Sphinx is a great tool for documenting Python programs (and lots of other things – I recently saw a lecturer who had done all of his lecture notes using Sphinx!) and I’ve used it for my new project (which will be announced on this blog in the next few days). Now that the project is near release, I wanted to get the documentation onto ReadTheDocs to make it nice and easily accessible (and so that it can be easily built every time I commit to GitHub).
The theory is that you just point ReadTheDocs to your GitHub repository, it finds the Sphinx conf.py file, and all is fine. However, if you use any module outside of the standard library, and you’re using the Sphinx autodoc module, then it will fail to compile the documentation. This is because the Python code that you are documenting needs to be able to be imported for autodoc to work, and if you are trying to import a module that doesn’t exist by default on a Python install then an error will be produced.
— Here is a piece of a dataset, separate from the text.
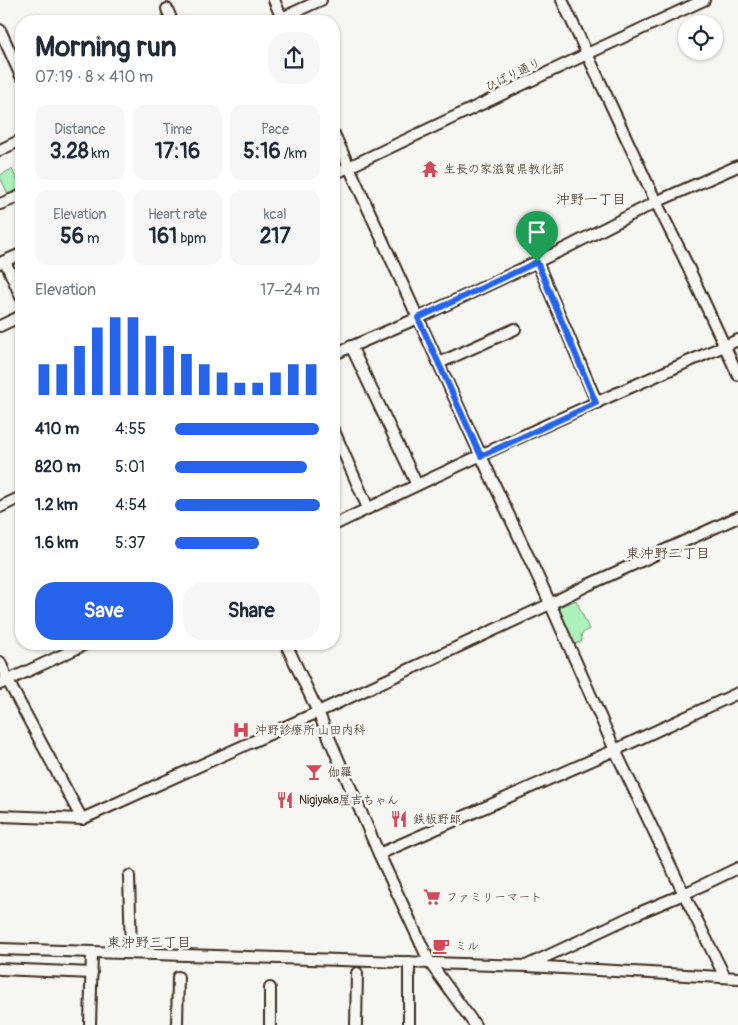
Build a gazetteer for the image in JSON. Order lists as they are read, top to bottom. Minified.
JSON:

The ReadTheDocs FAQ says that you can setup a pip_requirements file to install any modules that are needed for your code, but this won’t work for any modules that include C code. This is understandable – as ReadTheDocs don’t want any random C code executing on their server – but it means that trying to build the docs for any code that uses numpy, scipy or matplotlib (or many other modules) will fail.
The FAQ suggests how to solve this – using a so-called ‘mock’. This is an object that pretends to be one of these modules, so that it can be imported, but doesn’t actually do anything. This doesn’t matter as it is not normally necessary to actually run the code to produce the docs, just to be able to import it. However, the code that is provided by ReadTheDocs doesn’t work for any modules that you import using the * operator – for example, from matplotlib import *. After asking a StackOverflow question, I found how to fix this for the code that ReadTheDocs provide, but a comment suggested a far easier way to do this, simply add code like the following to the top of your conf.py file:
MOCK_MODULES = ['numpy', 'scipy', 'matplotlib', 'matplotlib.pyplot', 'scipy.interpolate']
for mod_name in MOCK_MODULES:
sys.modules[mod_name] = mock.Mock()
In the MOCK_MODULES list put the names of all of the modules that you import. It is important to list submodules (such as matplotlib.pyplot) as well as the main modules. After committing your changes and pushing to GitHub, you should find that your docs compile properly.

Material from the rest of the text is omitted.